Mumpreneurship: Concept or a key to economic acceleration?
Encouraging mumpreneurship will provide new opportunities for women to learn, grow, and develop
The term “mumpreneurship” means just what it suggests: Entrepreneurship by mothers.
Although it is not a new phenomenon, it represents a new concept in need of a theoretical definition backed up by pragmatic justification. The stigma towards women in entrepreneurship is at the core of several challenges faced by women.
Mumpreneurs are subjected to the same gender stereotypes as female entrepreneurs, but they must also overcome the stigma of being a parent. This distinguishes these individuals from female entrepreneurs, whose motivations are more or less diverse as most of these women do not have children.
Mumpreneurs are often motivated to move away from traditional forms of employment in the belief that it will be easier to achieve the desired work-life balance, through the elimination of various obstacles that have prevented them from spending time with their families.
This concept, although still in its infancy, will not only change the lives of mothers, it is also assumed to take a major role in challenging the economy of any country to new dimensions. It is often questioned by several male figures what a mother entrepreneur can provide to the economy. They barely have time for themselves. However, it is believed by new-age economists that motherhood is a source of rich experiences and skills.

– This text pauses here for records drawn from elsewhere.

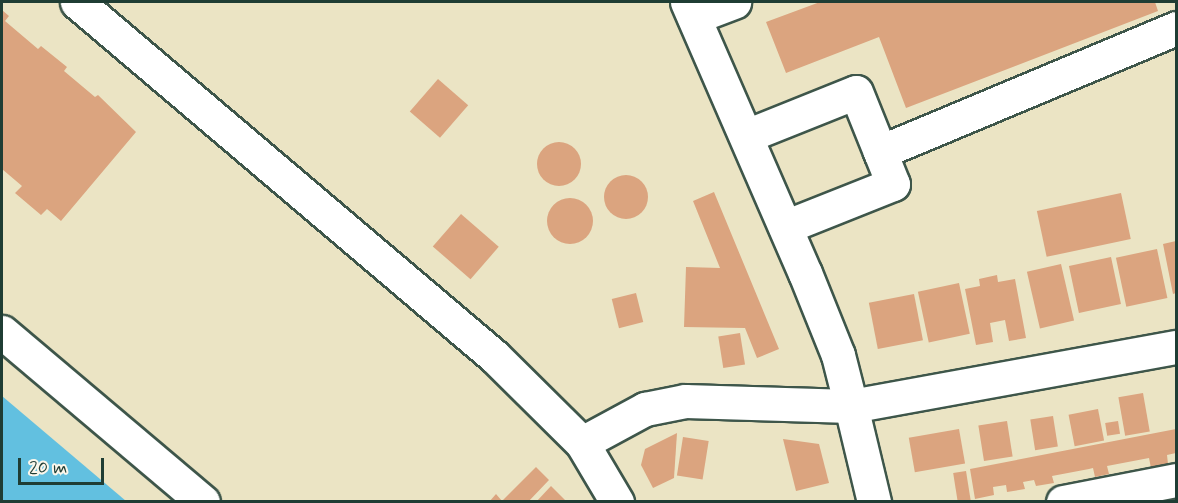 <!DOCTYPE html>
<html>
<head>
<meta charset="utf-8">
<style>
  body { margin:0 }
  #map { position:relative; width:1178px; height:503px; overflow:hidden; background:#ebe4c4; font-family:Mynerve,sans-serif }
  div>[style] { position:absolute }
  .water>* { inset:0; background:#62c0e0 }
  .building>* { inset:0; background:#dba47f; transform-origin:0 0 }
  .round { border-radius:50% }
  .roads { filter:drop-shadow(2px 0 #3e564a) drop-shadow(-2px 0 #3e564a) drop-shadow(0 2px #3e564a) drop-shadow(0 -2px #3e564a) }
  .minor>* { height:33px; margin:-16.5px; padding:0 16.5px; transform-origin:16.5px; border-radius:16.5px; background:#fff }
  span { translate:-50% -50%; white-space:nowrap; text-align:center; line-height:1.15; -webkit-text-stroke:5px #fbf7ec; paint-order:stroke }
  .frame { position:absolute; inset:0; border:3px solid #1f3d34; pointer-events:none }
  .scale { position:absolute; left:18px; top:458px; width:86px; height:27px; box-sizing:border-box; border:3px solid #1f3d34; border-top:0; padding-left:8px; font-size:18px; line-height:21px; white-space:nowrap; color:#1f3d34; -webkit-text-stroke:4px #fbf7ec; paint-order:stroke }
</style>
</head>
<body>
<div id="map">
  <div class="water">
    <i style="clip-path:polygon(2px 396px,126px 501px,2px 501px)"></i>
  </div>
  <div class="building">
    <i style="clip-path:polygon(820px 2px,1155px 2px,1158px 11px,906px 108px,879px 37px,786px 73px,766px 22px)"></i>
    <i style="clip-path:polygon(2px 10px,9px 16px,5px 21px,38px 49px,41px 46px,67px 67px,64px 71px,95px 97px,98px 95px,136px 132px,61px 221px,47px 209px,41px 215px,15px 193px,22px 186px,2px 169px)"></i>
    <i style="left:438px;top:79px;width:40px;height:43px;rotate:41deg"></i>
    <i class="round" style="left:537px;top:142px;width:44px;height:44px"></i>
    <i class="round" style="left:604px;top:175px;width:44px;height:44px"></i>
    <i style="clip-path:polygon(714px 192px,779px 349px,757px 358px,745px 328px,684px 327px,686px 267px,720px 268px,693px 201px)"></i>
    <i style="left:1121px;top:193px;width:47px;height:86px;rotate:78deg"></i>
    <i class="round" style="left:547px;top:198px;width:46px;height:46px"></i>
    <i style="left:461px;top:214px;width:50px;height:43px;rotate:41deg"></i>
    <i style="clip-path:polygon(1176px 241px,1176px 293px,1173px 294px,1163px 244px)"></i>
    <i style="left:1157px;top:249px;width:50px;height:42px;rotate:78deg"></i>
    <i style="left:1111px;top:257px;width:48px;height:43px;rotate:78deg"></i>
    <i style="left:1061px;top:264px;width:58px;height:35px;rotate:77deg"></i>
    <i style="clip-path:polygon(997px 275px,998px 282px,1015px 279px,1026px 338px,1009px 341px,1005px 320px,990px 323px,993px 342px,976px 345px,965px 289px,980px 286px,979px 279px)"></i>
    <i style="left:959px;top:283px;width:52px;height:42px;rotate:78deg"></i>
    <i style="left:636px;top:293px;width:30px;height:25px;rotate:76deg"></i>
    <i style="left:914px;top:294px;width:47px;height:46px;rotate:79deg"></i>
    <i style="left:740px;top:333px;width:32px;height:22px;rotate:81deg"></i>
    <i style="left:1143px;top:393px;width:39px;height:25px;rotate:80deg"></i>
    <i style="left:1098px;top:409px;width:32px;height:30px;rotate:79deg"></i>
    <i style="left:1053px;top:416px;width:31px;height:23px;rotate:81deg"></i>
    <i style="left:1007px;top:421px;width:36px;height:29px;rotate:81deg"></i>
    <i style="left:1118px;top:421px;width:13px;height:13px;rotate:81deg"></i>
    <i style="left:959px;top:429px;width:35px;height:51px;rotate:80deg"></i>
    <i style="clip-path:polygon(1176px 429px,1176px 453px,1167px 455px,1168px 464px,1151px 468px,1149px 458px,1107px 466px,1109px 474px,1095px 477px,1093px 468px,1089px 469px,1052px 476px,1054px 483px,1036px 486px,1034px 480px,1023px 482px,1025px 489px,1007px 492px,1006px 485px,993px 487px,994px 495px,975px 499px,970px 469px)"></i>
    <i style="clip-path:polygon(677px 433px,674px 478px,653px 488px,641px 465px,645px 449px)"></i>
    <i style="left:683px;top:437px;width:26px;height:39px;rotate:9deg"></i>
    <i style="clip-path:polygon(783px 439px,819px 444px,829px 483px,796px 491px)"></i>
    <i style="clip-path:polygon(536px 467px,549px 480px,528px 502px,489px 502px,496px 494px,502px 501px)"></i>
    <i style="left:966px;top:471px;width:31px;height:13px;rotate:81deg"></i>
    <i style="clip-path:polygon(551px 486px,567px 502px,536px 502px)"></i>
  </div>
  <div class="roads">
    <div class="minor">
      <i style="left:77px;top:2px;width:547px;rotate:40.33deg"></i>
      <i style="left:494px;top:356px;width:124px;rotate:44.7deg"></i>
      <i style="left:582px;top:443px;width:72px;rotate:-28.4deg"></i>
      <i style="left:645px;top:409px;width:41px;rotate:-11.3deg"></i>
      <i style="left:685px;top:401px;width:166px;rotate:1.7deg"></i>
      <i style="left:851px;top:406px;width:99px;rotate:76.5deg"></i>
      <i style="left:687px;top:2px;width:296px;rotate:66.5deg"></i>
      <i style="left:805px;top:273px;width:88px;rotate:68.1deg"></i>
      <i style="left:838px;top:355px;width:53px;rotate:75.7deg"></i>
      <i style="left:851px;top:406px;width:330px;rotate:-10.3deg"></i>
      <i style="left:694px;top:17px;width:43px;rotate:-20.6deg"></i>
      <i style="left:746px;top:136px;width:118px;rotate:-21.8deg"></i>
      <i style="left:856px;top:92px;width:99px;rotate:68.1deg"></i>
      <i style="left:893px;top:184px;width:116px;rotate:158.3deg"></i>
      <i style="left:880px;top:152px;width:321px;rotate:-22.7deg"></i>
      <i style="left:2px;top:332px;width:263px;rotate:40.2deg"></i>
      <i style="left:582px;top:443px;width:69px;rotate:59.3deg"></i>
      <i style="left:1063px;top:502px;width:115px;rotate:-11deg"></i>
    </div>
  </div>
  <div class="frame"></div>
  <div class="scale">20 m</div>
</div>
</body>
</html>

Regardless of gender, every entrepreneur believes that successful entrepreneurship is a challenging task requiring deep commitment and unlimited amounts of motivation. Undoubtedly, mothers tend to be more dedicated because they are driven by their maternal instincts to earn for their children and family.
If we look at the founder and CEO of The Cambridge Satchel Company, Julie Deane is the unlikely fashion entrepreneur who invested just £600 to get her idea of making traditional leather satchels for the schoolchildren of Cambridge off the ground. What makes Julie’s story all the more special is that her entrepreneurial drive was inspired by a determination to send her children to a good school. A brilliant keynote speaker, Julie inspires audiences with her story and her commitment to preserve British manufacturing.
If we look for bright examples of mumpreneurs, we don’t have to look far. We have the bright example of Rubana Huq — the mother of three has proved herself to be quite the worthy wife of Annisul Huq by being elected as the first female president of BGMEA. She is an inspiration to many mothers out there.
She is also the current managing director of Mohammadi Group, a Bangladeshi conglomerate, and a trustee of the Asian University of Women. She is not only working for her family but also to inspire thousands of mothers out there to become visionaries like her.
Mumpreneurs are creating new and innovative work environments that cater to an evolving and modern workforce by participating in community and non-profit activities, significantly more so than male-led companies. The economic impact of increased female entrepreneurial participation is significant and holds the potential to continue to be a major driver of economic growth. One can only begin to imagine the significant impact that the continued increase of mother-led businesses can have on domestic job creation and economic growth.
Furthermore, as investors continue to seek opportunities to maximize returns on their capital, they would be wise to look toward mumpreneurships; studies show that, on average, female founded companies create over 60% more value for investors than those founded by men.
Mumpreneurs do not just win bread for themselves, they also create job opportunities for hundreds of other women who are still inflicted with the discrimination of male-dominated industries.
Successful mothers pave the way for education for future generations of girls. Mothers generally devote more of the household budget to education, health, and nutrition than men, so it comes naturally that when they are placed in decision making positions of an enterprise, their decisions would lead to gains in poverty reduction, environmental sustainability, consumer choice, innovation, and decision-making on a wider set of issues.
Successful mothers are more likely than successful fathers to own a business so they can pursue a personal passion and to make a positive impact on the world. Studies shows that women in Bangladesh are successfully operating micro enterprises and are successfully competing against men. This is partly because accessing finance and starting a micro enterprise as a mumpreneur in our country is not as difficult a process as the literature might suggest.
It is observed that women-owned small and medium enterprises globally tend to be concentrated in overall low profitable or low growth sectors. With the increasing number of mothers in business we can certainly be positive that in the near future we might observe a vast change in the earning potential of the underdog industries of the world.
Mumpreneurs are also finding that their project management and marketing skills can be used to raise money from each other for their businesses, thus making them more successful in crowd funding than men. There’s no doubt that mothers are equal to, but not the same as existing male or female entrepreneurs. But there is opportunity for greater economic advancement.
It is often observed that increasing numbers of women in working fields help eradicate discrimination in the workplace, making it a vital step in making the world economy richer and less prone to devastating financial collapses. If active mothers can cross over into male-dominated sectors, they can earn twice as much as in traditionally female led sectors.
Encouraging mumpreneurship to advance further and enter high profitability sectors, and thus changing the mindset of current economic visionaries and leaders of the business markets, will provide new opportunities for women to learn, grow, and develop entrepreneurial firms. By doing so, developing and under-developed countries can escape poverty and boost their economic growth.
Shayla Mahzabeen Audity is a student in the Department of Marketing of Jahangirnagar University.